The Dixie Cup Company
Have you heard the adage that “Necessity is the Mother of Invention”?
The Dixie Cup Company is an example of how the need for clean drinking containers came to be just at the right time. It all began in Boston in 1907 when a mechanical engineer, a lawyer, and several investors got together to create a folding paper cup. History suggested that paper cups were first used in China, where paper was invented circa 200 BC, but the meeting in Boston was the first time consideration was given to using paper cups to prevent illness.
Lawrence Luellen, the lawyer had a friend who was concerned that public drinking glasses and ladles at public supplies of drinking water may be causing illness among their users, especially in schools and on trains where water was available only in barrels equipped with metal ladles which were chained to the barrel’s rim.
Luellen worked with his brother-in-law Hugh Moore (later the president and founder of the Dixie Cup Company) on the invention and production an ice-cooled water-vending machine with disposable cups.
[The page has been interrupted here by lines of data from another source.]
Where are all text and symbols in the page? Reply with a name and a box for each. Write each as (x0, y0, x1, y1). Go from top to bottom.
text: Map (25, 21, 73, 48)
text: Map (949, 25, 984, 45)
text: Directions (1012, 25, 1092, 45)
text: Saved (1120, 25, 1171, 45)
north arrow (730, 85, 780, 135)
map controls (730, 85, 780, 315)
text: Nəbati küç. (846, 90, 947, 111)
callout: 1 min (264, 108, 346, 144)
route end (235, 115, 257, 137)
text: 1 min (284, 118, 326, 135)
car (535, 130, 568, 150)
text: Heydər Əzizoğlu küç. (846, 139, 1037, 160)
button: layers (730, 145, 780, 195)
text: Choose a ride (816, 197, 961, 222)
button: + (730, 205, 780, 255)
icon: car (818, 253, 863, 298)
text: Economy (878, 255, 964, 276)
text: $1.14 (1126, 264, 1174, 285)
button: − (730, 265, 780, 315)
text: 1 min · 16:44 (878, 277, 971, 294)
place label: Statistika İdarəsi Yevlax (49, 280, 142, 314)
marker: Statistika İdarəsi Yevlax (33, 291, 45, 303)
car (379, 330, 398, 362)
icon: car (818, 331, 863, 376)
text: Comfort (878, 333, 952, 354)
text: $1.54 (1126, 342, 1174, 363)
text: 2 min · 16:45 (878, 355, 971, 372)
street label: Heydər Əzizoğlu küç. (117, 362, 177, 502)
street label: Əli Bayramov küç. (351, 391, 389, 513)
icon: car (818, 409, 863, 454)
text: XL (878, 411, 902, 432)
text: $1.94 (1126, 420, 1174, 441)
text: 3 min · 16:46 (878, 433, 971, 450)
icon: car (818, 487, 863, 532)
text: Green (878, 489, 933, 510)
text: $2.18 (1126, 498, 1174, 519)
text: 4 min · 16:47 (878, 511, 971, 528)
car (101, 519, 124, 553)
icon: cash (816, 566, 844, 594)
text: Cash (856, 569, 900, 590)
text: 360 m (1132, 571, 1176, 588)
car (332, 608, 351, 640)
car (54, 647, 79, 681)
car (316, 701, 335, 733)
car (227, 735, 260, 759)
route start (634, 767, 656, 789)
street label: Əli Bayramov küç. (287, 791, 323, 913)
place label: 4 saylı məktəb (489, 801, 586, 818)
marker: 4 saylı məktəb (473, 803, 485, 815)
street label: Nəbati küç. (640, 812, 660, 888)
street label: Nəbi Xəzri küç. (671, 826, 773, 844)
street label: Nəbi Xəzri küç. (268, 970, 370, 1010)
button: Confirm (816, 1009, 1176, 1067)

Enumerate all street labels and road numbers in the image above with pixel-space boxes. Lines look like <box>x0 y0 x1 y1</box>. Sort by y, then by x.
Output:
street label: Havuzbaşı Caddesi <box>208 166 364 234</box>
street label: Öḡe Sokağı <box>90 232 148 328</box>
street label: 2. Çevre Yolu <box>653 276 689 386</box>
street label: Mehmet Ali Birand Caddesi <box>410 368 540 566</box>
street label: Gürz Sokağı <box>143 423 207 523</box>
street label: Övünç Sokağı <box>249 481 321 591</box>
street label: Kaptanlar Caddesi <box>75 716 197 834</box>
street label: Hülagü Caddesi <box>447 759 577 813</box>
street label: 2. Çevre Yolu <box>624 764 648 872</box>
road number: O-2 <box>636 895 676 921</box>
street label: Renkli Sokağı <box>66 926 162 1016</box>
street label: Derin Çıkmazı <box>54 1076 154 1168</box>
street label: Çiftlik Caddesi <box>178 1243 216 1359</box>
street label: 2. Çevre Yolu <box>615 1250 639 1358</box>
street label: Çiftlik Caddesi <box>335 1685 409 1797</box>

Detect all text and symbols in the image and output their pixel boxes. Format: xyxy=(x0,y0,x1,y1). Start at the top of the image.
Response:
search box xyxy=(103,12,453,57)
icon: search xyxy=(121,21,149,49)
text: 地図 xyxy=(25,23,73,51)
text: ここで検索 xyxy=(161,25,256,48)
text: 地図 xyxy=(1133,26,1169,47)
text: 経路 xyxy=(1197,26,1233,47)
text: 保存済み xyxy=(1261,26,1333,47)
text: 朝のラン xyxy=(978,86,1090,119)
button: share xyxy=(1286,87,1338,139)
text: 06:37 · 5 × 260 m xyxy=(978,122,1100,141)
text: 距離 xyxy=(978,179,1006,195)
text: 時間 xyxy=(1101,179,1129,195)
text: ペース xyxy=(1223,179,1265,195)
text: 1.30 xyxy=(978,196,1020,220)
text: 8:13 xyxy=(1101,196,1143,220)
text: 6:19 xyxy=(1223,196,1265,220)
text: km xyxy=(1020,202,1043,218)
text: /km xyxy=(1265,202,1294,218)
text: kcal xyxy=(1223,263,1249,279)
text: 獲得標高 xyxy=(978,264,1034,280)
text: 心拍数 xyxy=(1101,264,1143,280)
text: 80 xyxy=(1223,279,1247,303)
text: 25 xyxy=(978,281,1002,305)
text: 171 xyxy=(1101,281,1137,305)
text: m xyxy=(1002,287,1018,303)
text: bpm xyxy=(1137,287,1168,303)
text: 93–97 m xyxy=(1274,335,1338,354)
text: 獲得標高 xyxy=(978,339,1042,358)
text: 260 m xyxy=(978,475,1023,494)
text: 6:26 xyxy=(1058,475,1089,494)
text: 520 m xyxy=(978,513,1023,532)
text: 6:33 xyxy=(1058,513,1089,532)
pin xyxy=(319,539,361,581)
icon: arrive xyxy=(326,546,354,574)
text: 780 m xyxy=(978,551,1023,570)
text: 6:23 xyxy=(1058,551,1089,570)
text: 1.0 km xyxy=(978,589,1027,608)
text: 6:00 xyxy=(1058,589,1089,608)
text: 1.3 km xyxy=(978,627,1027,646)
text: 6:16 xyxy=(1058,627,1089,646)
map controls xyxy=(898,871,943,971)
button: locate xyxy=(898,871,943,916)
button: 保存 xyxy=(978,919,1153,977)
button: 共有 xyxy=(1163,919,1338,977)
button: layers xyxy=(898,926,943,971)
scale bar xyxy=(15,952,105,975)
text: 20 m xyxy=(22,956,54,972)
Moore embarked on an advertising campaign to educate the public and to market his machine, principally to railroad companies. The machine first appeared in a three-part contraption that was clad in white porcelain. The top piece was a bottle of water, the center was a separate container/filter that held chipped ice and the bottom was a waste water collector. Each use required a one cent coin.
One of the first railway companies to use disposable paper cups, circa 1909, was the Lackawanna Railroad.
In 1910 Luellen and Moore moved to New York. They incorporated the Individual Drinking Cup Company intending to create paper cups that were never touched by human hands. Their product was dubbed The Health Kup. The company provided dispensers then sold supplies of cups to offices, schools, railroad companies, department stores and literally dozens of other concerns where the public gathered and would want a cup of clean, cool water.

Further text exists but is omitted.